Манит в чудную даль голубая равнина:
Там, в пространстве пустом, в углубленьи морском,
Всё - приманка глазам, каждый образ - картина.

Паруса распустив, как легок и красив
Двух стихий властелин, величавый и гибкий,
Бриг несется - орлом средь воздушных равнин,
Змий морской - он скользит по поверхности зыбкой.

Закоптив неба свод, вот валит пароход,
По покорным волнам он стучит и колотит;
Огнедышащий кит, море он кипятит,
Бой огромных колес волны в брызги молотит.

Не под тенью густой, - над прозрачной волной
Собирается птиц среброперая стая;
Все кружат на лету; то махнут в высоту,
То, спустившись, нырнут, грустный крик испуская.

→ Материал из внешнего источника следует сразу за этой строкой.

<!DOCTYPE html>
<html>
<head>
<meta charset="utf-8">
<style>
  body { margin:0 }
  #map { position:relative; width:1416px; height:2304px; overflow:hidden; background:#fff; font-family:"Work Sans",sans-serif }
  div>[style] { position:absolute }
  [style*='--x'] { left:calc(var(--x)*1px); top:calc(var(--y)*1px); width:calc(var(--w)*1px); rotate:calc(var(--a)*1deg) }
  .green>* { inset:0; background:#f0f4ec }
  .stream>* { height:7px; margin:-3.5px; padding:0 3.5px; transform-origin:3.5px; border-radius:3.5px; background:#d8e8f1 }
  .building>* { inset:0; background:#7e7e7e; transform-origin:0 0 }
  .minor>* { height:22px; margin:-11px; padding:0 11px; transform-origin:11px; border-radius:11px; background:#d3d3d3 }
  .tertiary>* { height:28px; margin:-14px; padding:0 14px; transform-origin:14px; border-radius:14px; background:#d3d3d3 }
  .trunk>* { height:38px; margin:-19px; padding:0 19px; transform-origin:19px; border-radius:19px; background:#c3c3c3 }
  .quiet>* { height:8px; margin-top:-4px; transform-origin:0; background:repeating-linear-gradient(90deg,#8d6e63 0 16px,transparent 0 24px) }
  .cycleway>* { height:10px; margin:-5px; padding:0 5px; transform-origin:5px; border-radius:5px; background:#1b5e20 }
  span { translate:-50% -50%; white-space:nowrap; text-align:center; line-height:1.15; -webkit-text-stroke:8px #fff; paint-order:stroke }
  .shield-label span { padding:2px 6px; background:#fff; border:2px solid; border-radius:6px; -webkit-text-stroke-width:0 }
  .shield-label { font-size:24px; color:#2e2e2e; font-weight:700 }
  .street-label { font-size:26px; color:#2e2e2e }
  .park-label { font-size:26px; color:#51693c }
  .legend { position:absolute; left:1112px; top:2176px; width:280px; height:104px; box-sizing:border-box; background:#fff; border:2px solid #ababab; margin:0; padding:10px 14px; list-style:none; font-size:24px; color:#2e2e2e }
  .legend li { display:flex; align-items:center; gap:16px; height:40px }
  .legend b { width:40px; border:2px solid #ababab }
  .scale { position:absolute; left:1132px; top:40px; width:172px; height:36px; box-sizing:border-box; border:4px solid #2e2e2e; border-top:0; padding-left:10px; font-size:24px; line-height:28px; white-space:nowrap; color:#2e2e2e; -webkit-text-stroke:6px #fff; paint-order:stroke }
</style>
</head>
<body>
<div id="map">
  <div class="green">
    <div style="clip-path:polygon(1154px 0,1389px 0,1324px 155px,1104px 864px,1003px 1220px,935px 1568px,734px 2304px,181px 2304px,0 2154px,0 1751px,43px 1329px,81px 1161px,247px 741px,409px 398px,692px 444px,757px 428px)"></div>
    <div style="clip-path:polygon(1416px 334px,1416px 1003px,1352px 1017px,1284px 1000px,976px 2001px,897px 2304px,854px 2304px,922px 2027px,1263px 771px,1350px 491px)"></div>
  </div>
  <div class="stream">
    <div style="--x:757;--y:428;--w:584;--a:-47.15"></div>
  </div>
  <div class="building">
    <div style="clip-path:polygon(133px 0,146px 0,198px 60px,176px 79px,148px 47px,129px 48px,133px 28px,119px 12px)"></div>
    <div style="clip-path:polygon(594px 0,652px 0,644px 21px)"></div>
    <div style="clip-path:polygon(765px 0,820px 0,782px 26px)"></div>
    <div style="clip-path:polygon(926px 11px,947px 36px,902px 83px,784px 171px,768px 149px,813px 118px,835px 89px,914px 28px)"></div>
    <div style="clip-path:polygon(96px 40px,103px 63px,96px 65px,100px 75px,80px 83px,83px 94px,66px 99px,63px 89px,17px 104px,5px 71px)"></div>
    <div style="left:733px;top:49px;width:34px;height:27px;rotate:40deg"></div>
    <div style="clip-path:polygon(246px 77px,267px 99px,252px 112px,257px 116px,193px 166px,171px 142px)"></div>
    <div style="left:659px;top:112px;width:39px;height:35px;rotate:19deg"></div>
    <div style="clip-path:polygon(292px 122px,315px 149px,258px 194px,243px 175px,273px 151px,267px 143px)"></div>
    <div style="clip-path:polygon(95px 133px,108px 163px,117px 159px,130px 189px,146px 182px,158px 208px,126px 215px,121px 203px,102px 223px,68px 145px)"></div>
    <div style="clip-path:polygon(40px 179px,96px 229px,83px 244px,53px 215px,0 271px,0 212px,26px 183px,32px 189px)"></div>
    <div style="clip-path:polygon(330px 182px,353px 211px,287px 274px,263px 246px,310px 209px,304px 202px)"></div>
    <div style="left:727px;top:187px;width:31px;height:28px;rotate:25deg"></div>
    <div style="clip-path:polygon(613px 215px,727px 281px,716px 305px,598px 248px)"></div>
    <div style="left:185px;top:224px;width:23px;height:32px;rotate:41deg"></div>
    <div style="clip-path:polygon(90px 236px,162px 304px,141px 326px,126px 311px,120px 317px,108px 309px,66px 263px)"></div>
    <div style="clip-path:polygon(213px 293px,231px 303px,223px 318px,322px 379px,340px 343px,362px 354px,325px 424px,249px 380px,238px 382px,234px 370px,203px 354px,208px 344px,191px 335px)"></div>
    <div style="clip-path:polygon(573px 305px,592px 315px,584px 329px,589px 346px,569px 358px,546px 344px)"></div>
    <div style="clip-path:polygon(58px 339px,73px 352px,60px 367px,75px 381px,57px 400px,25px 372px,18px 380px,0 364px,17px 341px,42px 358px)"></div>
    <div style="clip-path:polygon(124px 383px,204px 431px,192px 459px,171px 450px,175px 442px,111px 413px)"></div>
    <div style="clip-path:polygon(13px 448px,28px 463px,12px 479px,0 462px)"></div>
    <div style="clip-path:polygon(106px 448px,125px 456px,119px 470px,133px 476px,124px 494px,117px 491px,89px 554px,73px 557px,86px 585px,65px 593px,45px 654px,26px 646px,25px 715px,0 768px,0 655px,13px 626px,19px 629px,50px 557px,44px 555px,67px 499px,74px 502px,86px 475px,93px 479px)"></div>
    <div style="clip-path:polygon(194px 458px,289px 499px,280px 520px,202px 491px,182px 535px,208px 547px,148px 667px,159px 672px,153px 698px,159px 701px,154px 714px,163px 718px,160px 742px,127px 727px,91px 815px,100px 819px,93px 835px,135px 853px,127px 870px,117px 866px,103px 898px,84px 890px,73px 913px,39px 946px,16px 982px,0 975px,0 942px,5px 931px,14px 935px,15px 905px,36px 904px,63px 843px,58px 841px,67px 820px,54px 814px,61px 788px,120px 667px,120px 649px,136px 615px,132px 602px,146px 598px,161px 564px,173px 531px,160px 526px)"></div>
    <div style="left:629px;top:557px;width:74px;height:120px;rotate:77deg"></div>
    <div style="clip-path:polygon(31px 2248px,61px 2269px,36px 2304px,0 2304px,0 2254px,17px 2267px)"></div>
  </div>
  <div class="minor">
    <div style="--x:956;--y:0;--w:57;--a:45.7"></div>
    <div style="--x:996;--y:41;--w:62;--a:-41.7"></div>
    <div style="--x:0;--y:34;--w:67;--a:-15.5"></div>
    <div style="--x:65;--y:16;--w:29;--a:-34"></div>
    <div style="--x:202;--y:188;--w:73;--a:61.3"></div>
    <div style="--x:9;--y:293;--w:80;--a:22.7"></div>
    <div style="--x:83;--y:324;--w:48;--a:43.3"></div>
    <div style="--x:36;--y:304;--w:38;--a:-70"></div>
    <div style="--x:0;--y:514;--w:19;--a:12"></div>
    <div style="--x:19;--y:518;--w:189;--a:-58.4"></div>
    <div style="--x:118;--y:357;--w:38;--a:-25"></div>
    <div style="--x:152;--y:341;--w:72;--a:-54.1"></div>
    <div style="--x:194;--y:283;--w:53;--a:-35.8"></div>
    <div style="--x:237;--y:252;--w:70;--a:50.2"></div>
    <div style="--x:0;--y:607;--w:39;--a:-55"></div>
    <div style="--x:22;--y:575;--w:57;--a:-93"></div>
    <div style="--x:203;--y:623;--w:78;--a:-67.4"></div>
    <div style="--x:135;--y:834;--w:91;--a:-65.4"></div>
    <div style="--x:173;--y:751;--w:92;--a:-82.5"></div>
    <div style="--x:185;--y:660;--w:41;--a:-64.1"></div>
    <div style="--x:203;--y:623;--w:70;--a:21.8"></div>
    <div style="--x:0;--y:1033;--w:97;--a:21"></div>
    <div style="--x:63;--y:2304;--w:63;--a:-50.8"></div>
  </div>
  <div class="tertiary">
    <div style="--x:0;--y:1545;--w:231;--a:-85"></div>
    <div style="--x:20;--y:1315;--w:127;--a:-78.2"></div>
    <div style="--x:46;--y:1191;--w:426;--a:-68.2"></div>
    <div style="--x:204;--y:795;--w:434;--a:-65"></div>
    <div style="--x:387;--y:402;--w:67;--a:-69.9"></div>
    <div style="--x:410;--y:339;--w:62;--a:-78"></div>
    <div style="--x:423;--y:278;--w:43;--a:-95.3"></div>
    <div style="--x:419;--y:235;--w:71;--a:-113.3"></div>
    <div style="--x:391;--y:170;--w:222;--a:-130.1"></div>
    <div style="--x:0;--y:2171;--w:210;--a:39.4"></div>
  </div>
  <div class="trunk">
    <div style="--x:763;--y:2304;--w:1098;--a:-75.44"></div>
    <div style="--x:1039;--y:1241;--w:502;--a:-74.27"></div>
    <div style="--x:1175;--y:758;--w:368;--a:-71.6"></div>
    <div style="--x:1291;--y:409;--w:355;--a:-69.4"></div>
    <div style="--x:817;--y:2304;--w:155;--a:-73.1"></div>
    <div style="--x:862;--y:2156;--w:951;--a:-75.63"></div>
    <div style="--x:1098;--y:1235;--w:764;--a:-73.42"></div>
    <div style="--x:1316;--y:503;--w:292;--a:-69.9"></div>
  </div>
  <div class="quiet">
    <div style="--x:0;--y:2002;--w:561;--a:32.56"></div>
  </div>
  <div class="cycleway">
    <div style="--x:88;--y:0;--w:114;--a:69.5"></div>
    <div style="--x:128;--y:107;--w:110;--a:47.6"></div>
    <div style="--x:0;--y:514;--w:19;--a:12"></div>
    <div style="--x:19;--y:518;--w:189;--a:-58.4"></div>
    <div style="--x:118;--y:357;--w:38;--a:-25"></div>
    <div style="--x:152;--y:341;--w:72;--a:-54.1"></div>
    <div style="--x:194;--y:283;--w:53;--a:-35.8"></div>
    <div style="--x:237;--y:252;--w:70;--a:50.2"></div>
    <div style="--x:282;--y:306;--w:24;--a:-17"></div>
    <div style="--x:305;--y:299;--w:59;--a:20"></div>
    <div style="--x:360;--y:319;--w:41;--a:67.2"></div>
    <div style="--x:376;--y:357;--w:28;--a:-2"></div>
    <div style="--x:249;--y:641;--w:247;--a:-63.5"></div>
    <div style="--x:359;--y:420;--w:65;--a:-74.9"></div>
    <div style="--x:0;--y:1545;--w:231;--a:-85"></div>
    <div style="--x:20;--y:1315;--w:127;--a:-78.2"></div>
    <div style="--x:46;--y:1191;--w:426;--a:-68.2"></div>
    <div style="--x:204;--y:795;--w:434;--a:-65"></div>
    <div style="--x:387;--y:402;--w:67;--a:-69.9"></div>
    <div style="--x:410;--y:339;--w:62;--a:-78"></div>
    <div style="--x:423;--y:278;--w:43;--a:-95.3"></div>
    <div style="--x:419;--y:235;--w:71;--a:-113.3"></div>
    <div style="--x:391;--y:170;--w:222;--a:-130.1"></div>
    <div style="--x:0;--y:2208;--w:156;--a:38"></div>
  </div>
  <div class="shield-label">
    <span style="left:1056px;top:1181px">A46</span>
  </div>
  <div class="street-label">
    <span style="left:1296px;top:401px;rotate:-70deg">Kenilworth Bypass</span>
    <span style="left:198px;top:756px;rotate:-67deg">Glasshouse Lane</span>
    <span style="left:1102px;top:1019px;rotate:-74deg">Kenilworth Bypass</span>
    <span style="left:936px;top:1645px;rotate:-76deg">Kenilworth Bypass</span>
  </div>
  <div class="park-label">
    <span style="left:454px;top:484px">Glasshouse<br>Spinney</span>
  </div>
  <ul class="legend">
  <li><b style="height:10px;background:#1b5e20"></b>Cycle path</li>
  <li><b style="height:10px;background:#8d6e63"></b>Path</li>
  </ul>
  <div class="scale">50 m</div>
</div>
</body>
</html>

От прилива судов со всемирных концов
Площадь моря кипит многолюдным базаром;
Здесь и север, и юг, запад здесь и восток -
Все приносят оброк разнородным товаром.

Вот снуют здесь и там - против волн, по волнам,
Челноки, каики вереницей проворной;
Лиц, одежд пестрота; всех отродий цвета,
Кож людских образцы: белой, смуглой и черной.

Но на лоно земли сон и мрак уж сошли;
Только море не спит и рыбак с ним не праздный;
Там на лодках, в тени, загорелись огни;
Опоясалась ночь, словно нитью алмазной.

Нет пространству границ! Мыслью падаешь ниц -
И мила эта даль, и страшна бесконечность!
И в единый символ, и в единый глагол
Совмещается нам - скоротечность и вечность.

Море, с первого дня ты пленило меня!
Как полюбишь тебя - разлюбить нет уж силы;
Опостылит земля - и леса, и поля,
Прежде милые нам, после нам уж не милы;

Нужны нам: звучный плеск, разноцветный твой блеск,
Твой прибой и отбой, твой простор и свобода;
Ты природы душа! Как ни будь хороша, -
Где нет жизни твоей - там бездушна природа!

1849



Царица красоты


Нам море нравится и манит нас равно
Однообразием и вечной переменой:
Смотрите, как теперь улыбчиво оно!
Как ластится к земле своей блестящей пеной!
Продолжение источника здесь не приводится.